Who is Nomad Santa
“It started with a beard, a boarding pass, and a quiet moment in an airport. It became a mission to share stories and bring people together.”
Who Is Nomad Santa?
Why the beard, why the hat, and why the stories keep coming.
I’ve covered a lot of ground.
Six continents. Twenty-three countries. Seventy-eight cities—most of which I can still name without thinking, and the rest with a map and a cup of coffee.
In the last three years alone, I’ve logged 669,435 miles as a medical-courier.
From Brisbane to Warsaw, Bangkok to Boston, my passport has taken a beating. I’ve traveled for work, for wonder, for meaning, and sometimes just to see what waits past the far edge of the map.
Some people call that nomadic.
I just call it my life.
Now, the Santa part.
They call me Nomad Santa. Not because I hand out presents—though I’ve been known to share a snack or a story—but because I wander.
Airport to airport. City to city. Country to country.
And yes, I’ve got the beard and a belly.
Once, in a lounge in Dublin, I dozed off between flights.
Next thing I know, I feel a tiny poke on my arm.
I open one eye and see a four-year-old boy, grinning like he just struck gold.
His mom rushed over, mortified.
“He thought he found Santa,” she whispered.
I get that a lot—especially in December.
Wide-eyed kids peeking out from behind suitcases, unsure whether to wave or whisper their wish list.
And truth be told, I don’t mind one bit.
Nomad Santa didn’t begin as a character. He began as… me.
It started with travel. A lot of it.
Dozens of countries. Hundreds of flights. Thousands of chance encounters.
Somewhere along the way—thanks to a white beard, a twinkle in my eye, and a habit of noticing people—children started calling me Santa.
Not in December.
Not at the North Pole.
But in taxis in Istanbul, food stalls in Bangkok, boarding gates in Sydney, and cafés in Seattle.
The name stuck.
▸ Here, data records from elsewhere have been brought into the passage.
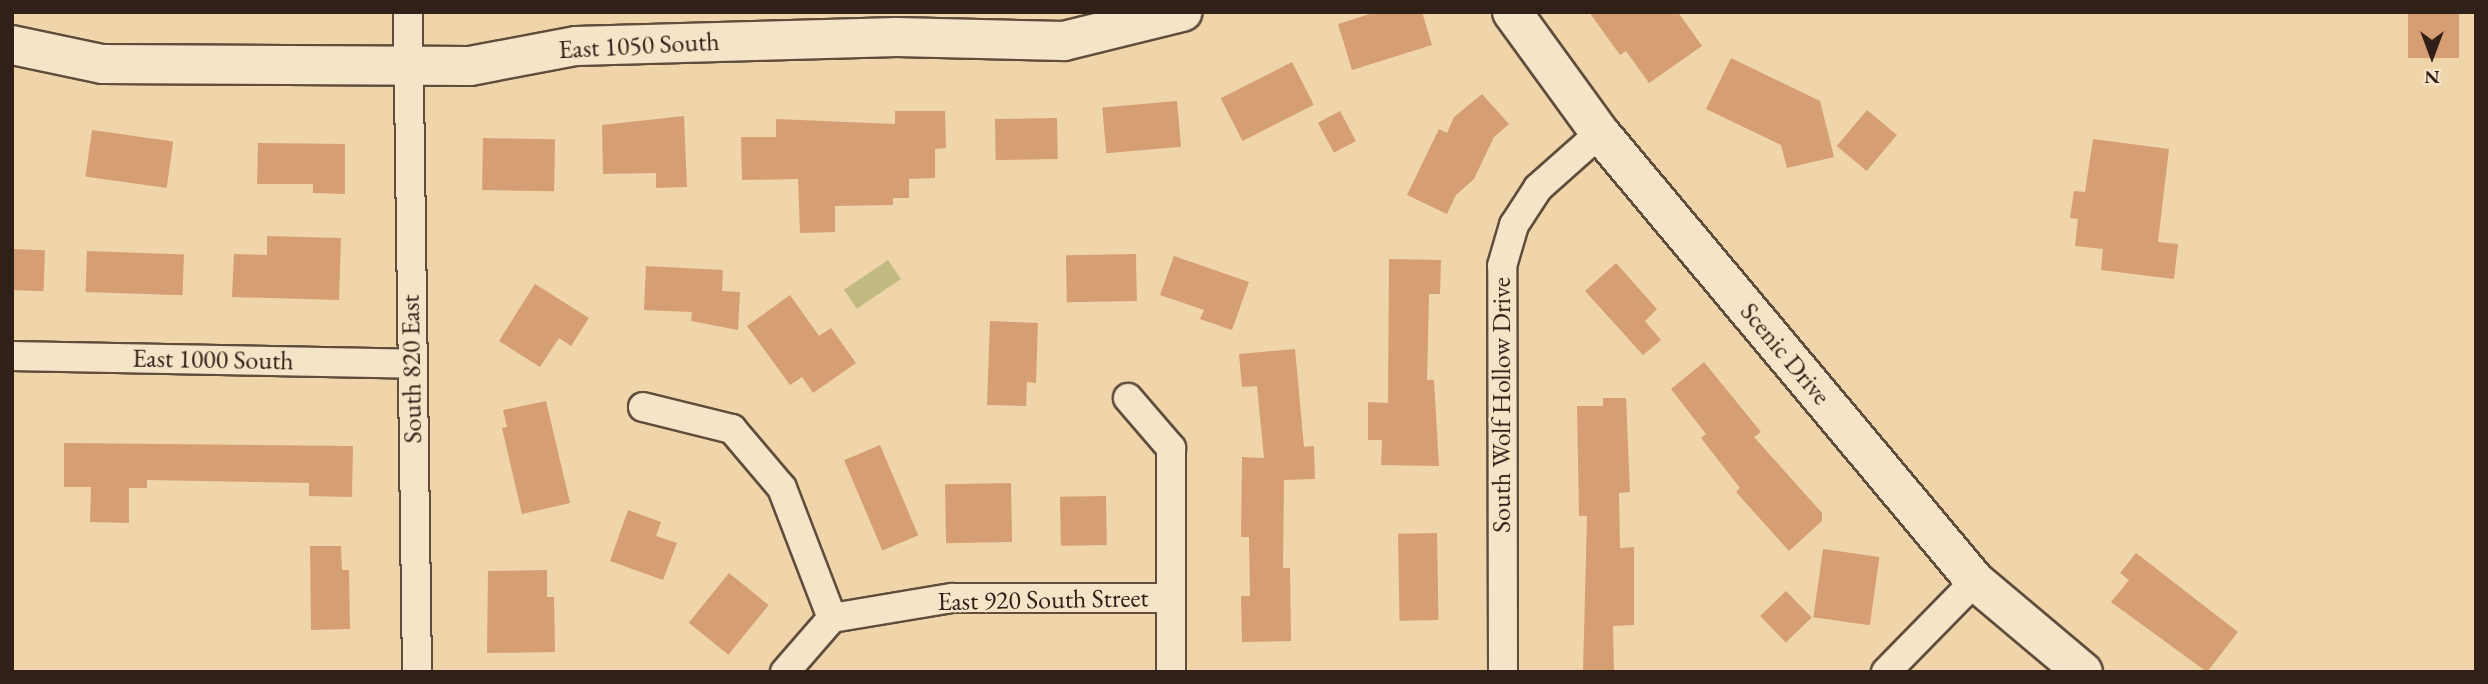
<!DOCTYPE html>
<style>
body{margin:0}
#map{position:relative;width:2488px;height:684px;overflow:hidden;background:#efd5a9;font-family:"EB Garamond",serif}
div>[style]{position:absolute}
.green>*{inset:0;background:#c1bb82;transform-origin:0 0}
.building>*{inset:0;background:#d59f73;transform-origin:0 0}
.roads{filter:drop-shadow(2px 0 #604d3c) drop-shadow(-2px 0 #604d3c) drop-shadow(0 2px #604d3c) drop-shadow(0 -2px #604d3c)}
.street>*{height:28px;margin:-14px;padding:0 14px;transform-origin:14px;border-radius:14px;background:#f5e4c7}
.secondary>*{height:38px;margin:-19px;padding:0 19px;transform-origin:19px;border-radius:19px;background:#f5e4c7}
span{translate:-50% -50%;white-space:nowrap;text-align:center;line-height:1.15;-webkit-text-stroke:5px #f5e4c7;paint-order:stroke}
.street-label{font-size:26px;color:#312017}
.frame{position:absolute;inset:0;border:14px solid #312017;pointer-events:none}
.north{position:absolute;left:2397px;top:21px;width:70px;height:70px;-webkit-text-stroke:5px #f5e4c7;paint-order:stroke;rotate:180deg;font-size:19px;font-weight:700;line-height:28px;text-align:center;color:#312017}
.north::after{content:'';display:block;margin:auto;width:24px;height:32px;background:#312017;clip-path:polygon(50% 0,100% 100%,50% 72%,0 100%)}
</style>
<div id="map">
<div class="green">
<i style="left:888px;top:260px;width:23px;height:53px;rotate:56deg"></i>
</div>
<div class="building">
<i style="clip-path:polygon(1376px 12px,1422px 12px,1432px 45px,1352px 70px,1338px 24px)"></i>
<i style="clip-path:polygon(1589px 12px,1678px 12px,1702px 46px,1649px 83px,1626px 51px,1620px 55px)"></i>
<i style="left:2408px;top:12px;width:51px;height:46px"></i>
<i style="clip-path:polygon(1731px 58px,1820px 101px,1834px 157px,1787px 168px,1781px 145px,1706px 109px)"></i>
<i style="left:1292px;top:62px;width:48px;height:80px;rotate:63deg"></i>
<i style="clip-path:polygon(1482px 94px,1509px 124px,1494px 137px,1474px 179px,1456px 195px,1447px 214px,1407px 195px,1439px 129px,1447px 133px,1454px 117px)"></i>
<i style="left:1177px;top:101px;width:46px;height:75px;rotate:85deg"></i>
<i style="left:1867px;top:110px;width:39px;height:47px;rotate:40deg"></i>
<i style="clip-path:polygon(895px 111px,945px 111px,946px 148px,935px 149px,935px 178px,909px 179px,909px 198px,893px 198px,893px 205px,835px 206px,835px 232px,800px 233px,798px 179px,742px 180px,741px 137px,776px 137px,776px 119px,895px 124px)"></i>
<i style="left:1340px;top:111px;width:34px;height:25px;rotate:62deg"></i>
<i style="clip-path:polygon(684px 116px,687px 187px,656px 188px,656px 173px,603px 174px,602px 125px)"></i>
<i style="left:1057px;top:118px;width:41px;height:62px;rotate:89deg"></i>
<i style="left:92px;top:130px;width:82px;height:47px;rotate:8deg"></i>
<i style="left:483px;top:138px;width:72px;height:52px;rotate:1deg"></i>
<i style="clip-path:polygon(2093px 139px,2169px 149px,2158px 242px,2178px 244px,2174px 279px,2101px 270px,2103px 249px,2075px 246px,2078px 219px,2070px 218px,2074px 191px,2085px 192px)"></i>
<i style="clip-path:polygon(258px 143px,345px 144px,345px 194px,313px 193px,313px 184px,257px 184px)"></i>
<i style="clip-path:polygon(267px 236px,341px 238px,339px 300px,232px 297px,234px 254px,267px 255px)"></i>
<i style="left:12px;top:249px;width:33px;height:41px;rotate:2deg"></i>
<i style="left:87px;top:251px;width:97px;height:41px;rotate:2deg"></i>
<i style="left:1136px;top:254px;width:47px;height:70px;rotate:89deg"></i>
<i style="clip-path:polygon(1174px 256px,1249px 282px,1232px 330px,1200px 319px,1204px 310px,1160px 295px)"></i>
<i style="clip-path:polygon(1389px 259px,1441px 260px,1440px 294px,1429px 294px,1427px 380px,1434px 380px,1439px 466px,1381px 465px,1382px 440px,1368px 440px,1368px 402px,1388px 403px)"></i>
<i style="clip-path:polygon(1616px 263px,1657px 309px,1645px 321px,1661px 340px,1643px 355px,1585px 291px)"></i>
<i style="clip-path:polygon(646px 266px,723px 270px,722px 291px,740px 292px,738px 330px,691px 321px,692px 312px,644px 310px)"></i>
<i style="clip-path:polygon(535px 284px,589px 318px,571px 346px,559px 338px,540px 367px,499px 341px)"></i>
<i style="clip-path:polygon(790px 295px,819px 336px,831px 328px,856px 363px,813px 393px,802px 377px,790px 385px,747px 326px)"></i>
<i style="clip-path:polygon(990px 321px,1038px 323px,1036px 383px,1027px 382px,1026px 406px,987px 405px)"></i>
<i style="clip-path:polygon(1295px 349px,1304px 447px,1314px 446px,1315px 479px,1284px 480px,1283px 568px,1290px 568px,1291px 641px,1242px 642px,1241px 596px,1250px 596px,1249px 537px,1241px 537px,1242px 457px,1264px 458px,1257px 386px,1242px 387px,1239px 354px)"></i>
<i style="clip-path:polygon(1704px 362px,1761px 432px,1754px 437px,1822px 513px,1822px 521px,1789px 551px,1736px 492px,1740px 488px,1701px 438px,1706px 434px,1671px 389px)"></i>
<i style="clip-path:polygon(1603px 398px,1626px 398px,1630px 492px,1619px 493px,1620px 548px,1634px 547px,1634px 625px,1613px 626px,1614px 672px,1583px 672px,1587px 516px,1579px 516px,1577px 406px,1603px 406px)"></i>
<i style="clip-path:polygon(546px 401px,570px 503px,522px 514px,502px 428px,507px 427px,503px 410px)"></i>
<i style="clip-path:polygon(64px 443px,353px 446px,352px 497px,309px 496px,309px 483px,147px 480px,147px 488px,129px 488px,129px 523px,90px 522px,91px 487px,64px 487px)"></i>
<i style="left:880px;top:445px;width:98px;height:39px;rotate:67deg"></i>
<i style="left:1011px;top:483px;width:59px;height:66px;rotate:89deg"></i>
<i style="left:1106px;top:496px;width:49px;height:46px;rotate:89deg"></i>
<i style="clip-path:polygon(628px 510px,661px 522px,656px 536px,677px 543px,663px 580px,610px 561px)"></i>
<i style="left:1437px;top:533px;width:87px;height:39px;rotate:89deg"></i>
<i style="clip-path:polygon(310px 546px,341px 546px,342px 570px,349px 570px,350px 629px,311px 630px)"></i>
<i style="left:1823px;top:549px;width:57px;height:69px;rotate:8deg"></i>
<i style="clip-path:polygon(2136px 553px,2238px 632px,2207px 672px,2111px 602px,2129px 580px,2120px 573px)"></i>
<i style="clip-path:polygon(547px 570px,547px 597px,554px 597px,555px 652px,487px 653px,488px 571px)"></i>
<i style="left:729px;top:573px;width:51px;height:64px;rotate:39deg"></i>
<i style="left:1786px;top:591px;width:37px;height:36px;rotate:46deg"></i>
</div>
<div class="roads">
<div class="street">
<i style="left:408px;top:12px;width:660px;rotate:89.22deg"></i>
<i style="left:12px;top:356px;width:401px;rotate:1.1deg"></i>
<i style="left:1128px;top:398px;width:66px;rotate:49.3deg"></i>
<i style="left:1171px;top:448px;width:224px;rotate:90deg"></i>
<i style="left:643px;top:407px;width:92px;rotate:13.9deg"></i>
<i style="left:732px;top:429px;width:77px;rotate:49.7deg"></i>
<i style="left:782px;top:488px;width:139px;rotate:69deg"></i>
<i style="left:832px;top:618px;width:122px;rotate:-9.5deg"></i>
<i style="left:952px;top:598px;width:219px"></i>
<i style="left:785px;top:672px;width:72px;rotate:-49deg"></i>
<i style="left:1503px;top:672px;width:406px;rotate:-90.1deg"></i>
<i style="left:1502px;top:266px;width:43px;rotate:-73.7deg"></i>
<i style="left:1514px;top:225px;width:44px;rotate:-57deg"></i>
<i style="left:1538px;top:188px;width:83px;rotate:-41.6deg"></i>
<i style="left:1886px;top:672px;width:127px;rotate:-45.6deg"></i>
</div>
<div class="secondary">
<i style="left:1512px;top:12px;width:150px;rotate:54deg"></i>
<i style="left:1600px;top:133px;width:584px;rotate:50.07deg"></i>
<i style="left:1975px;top:581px;width:141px;rotate:40.1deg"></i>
<i style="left:12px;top:45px;width:92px;rotate:11.9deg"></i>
<i style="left:102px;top:64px;width:368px;rotate:0.3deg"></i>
<i style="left:470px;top:66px;width:108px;rotate:-10.7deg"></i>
<i style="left:576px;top:46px;width:321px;rotate:-1.6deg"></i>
<i style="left:897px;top:37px;width:167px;rotate:1.4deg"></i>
<i style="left:1064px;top:41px;width:122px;rotate:-13.8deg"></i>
</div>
</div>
<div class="street-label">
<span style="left:639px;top:46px;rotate:-3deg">East 1050 South</span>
<span style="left:1785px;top:354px;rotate:50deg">Scenic Drive</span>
<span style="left:213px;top:360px;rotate:1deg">East 1000 South</span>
<span style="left:412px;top:369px;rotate:-91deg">South 820 East</span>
<span style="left:1502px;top:405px;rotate:-90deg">South Wolf Hollow Drive</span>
<span style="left:1043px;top:600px;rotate:-1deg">East 920 South Street</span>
</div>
<div class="frame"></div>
<div class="north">N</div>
</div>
But more than that, it became a way of being.
Because Nomad Santa isn’t about gifts—not the kind you wrap, anyway.
It’s about stories.
It’s about showing up.
It’s about noticing the small, quiet moments that connect us.
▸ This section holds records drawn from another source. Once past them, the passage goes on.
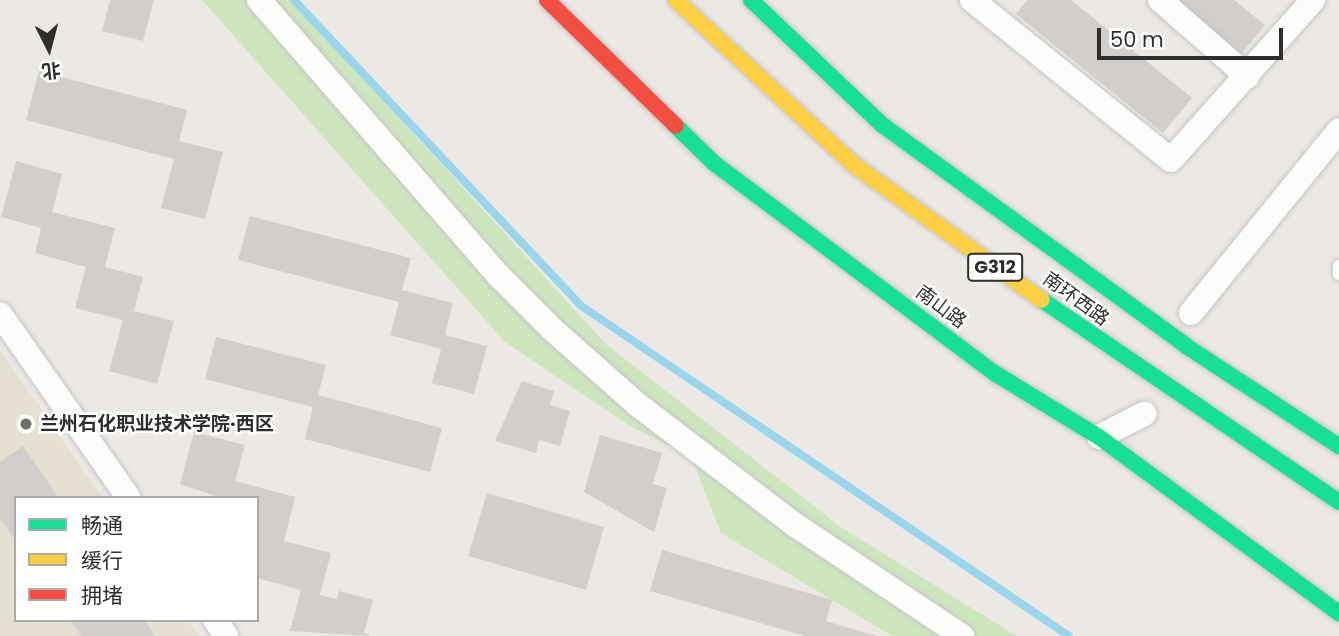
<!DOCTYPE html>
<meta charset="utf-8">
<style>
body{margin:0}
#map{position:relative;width:1339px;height:636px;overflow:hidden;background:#ece8e4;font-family:Poppins,"Noto Sans SC",sans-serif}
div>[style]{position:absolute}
.education>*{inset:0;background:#e6e0d3}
.green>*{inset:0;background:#cee6be}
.stream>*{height:8px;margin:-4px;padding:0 4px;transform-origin:4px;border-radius:4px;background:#99d6ec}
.building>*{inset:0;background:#d1cecb}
.roads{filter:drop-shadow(0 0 2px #c5c4c5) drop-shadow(0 0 2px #c5c4c5)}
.lane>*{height:12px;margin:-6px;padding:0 6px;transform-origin:6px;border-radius:6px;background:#fcfcfb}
.street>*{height:24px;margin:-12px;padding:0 12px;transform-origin:12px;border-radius:12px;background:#fcfcfb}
.fast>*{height:16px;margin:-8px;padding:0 8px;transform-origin:8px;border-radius:8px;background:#16e098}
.slow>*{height:16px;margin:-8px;padding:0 8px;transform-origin:8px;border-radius:8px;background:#ffcf43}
.jam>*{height:16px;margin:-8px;padding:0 8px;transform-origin:8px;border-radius:8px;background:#f24e42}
.dots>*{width:19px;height:19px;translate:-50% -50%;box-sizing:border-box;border:4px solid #fff;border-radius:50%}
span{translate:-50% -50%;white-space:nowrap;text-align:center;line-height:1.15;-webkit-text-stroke:5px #fff;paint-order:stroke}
.shield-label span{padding:2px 5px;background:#fff;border:2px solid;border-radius:5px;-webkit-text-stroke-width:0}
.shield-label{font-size:18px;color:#2e2e2e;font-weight:700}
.street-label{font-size:19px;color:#2e2e2e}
.poi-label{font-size:19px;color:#2e2e2e;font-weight:700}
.left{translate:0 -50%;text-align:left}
.legend{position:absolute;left:14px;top:496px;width:245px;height:126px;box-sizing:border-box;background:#fff;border:2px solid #ababab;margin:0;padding:9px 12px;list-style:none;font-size:21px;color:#2e2e2e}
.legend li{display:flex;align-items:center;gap:14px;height:35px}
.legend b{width:35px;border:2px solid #ababab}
.north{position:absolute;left:14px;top:14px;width:70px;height:70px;-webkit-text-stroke:5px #fff;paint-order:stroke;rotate:174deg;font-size:19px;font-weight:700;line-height:28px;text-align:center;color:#2e2e2e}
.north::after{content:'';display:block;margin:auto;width:24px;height:32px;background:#2e2e2e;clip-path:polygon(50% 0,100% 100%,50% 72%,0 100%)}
.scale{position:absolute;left:1097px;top:28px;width:186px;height:32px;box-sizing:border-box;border:4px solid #2e2e2e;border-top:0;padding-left:9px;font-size:21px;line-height:24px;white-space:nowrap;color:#2e2e2e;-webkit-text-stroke:5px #fff;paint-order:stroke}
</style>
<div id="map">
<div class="education">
<i style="clip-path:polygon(0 350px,103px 498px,16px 498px,16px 620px,188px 620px,199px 636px,0 636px)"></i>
</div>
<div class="green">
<i style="clip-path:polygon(202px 0,291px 0,607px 345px,842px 528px,1017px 636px,892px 636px,721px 533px,691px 456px,635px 429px,505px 342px)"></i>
</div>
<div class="stream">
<i style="left:294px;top:0;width:418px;rotate:46.8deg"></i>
<i style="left:580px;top:305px;width:590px;rotate:34.09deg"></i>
</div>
<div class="building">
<i style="clip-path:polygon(110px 0,154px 0,143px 41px,102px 31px)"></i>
<i style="clip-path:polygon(1027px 0,1071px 0,1192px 98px,1163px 133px,1016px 14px)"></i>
<i style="clip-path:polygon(1173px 0,1234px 0,1265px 25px,1241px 54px)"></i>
<i style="clip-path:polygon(39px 71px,187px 110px,179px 141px,223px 152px,205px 219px,161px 208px,174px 159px,26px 120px)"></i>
<i style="clip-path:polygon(16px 161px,62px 174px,52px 212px,115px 228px,105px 267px,143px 277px,134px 311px,174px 321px,157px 384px,109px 371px,123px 320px,75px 308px,86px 267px,35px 253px,41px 228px,1px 217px)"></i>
<i style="clip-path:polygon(250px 216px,411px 258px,402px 290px,453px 303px,445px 335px,487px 346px,474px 394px,432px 383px,441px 349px,390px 335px,399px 302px,238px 260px)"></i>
<i style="clip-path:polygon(216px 337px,326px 365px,318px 395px,442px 428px,430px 472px,305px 439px,313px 407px,205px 379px)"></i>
<i style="clip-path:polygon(522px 381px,554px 391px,550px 405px,570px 411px,560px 446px,539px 440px,536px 453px,495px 441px)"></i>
<i style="clip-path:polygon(194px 432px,245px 445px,235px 481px,295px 497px,284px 541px,331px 553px,320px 595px,337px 599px,339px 591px,373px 600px,364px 633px,371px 636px,290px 631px,301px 590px,257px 578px,257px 498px,222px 498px,180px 484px)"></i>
<i style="clip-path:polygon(600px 435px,662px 453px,653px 484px,667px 488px,654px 532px,584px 492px)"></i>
<i style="clip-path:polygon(23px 446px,59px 498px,16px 498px,16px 541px,0 519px,0 462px)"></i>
<i style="clip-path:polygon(487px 493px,604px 527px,586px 590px,468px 556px)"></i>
<i style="clip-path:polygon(662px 550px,832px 600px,826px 621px,876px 636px,805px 636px,650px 591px)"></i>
<i style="clip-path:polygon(70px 620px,144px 620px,155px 636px,81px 636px)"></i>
</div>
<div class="roads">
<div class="lane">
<i style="left:1339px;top:266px;width:8px;rotate:90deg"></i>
</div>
<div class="street">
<i style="left:259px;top:0;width:364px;rotate:49deg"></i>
<i style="left:498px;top:275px;width:76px;rotate:45deg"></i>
<i style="left:552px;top:329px;width:115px;rotate:41.5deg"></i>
<i style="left:638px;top:405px;width:198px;rotate:37.4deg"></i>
<i style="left:795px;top:525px;width:201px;rotate:33.6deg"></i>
<i style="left:972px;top:0;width:255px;rotate:38.8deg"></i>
<i style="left:1171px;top:160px;width:214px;rotate:-48.4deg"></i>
<i style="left:1160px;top:0;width:116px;rotate:41.1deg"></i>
<i style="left:1191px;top:313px;width:235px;rotate:-51deg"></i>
<i style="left:0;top:314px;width:225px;rotate:55deg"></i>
<i style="left:1099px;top:437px;width:51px;rotate:-27.1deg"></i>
<i style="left:215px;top:620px;width:19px;rotate:55deg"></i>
</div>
<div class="fast">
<i style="left:751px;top:0;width:180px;rotate:43.6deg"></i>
<i style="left:881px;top:124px;width:377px;rotate:36deg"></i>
<i style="left:1186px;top:346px;width:183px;rotate:33.2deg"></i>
<i style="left:676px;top:126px;width:54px;rotate:44.3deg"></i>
<i style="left:715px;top:164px;width:351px;rotate:36.8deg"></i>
<i style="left:996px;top:374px;width:121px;rotate:31.5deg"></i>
<i style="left:1099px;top:437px;width:298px;rotate:36.3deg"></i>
<i style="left:1042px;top:300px;width:359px;rotate:34.2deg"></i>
</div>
<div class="slow">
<i style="left:676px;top:0;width:243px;rotate:42.8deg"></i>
<i style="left:854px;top:165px;width:231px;rotate:35.7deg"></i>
</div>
<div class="jam">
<i style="left:547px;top:0;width:180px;rotate:44.3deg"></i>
</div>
</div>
<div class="dots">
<i style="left:26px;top:424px;background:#706f6e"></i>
</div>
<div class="shield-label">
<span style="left:995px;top:267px">G312</span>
</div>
<div class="street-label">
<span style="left:1076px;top:299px;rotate:36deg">南环西路</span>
<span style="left:941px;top:307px;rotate:37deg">南山路</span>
</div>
<div class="poi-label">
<span class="left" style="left:40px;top:424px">兰州石化职业技术学院·西区</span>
</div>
<ul class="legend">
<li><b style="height:9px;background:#16e098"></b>畅通</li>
<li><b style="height:9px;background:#ffcf43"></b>缓行</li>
<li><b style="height:9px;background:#f24e42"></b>拥堵</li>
</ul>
<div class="north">北</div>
<div class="scale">50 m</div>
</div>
The stories I share here—sometimes funny, sometimes tender, sometimes quietly profound—aren’t made up.
They’re fragments of real life.
Some take place at 35,000 feet. Others in hospital rooms, train stations, or in silent glances exchanged between strangers.
None of them are fiction.
They’re not told to impress.
They’re told to remind:
There is still kindness in the world.
There is still wonder.
There is still time to notice.
And for as long as I’m able, I’ll keep carrying this message wherever I go:
It’s a small world—and we’re all neighbors.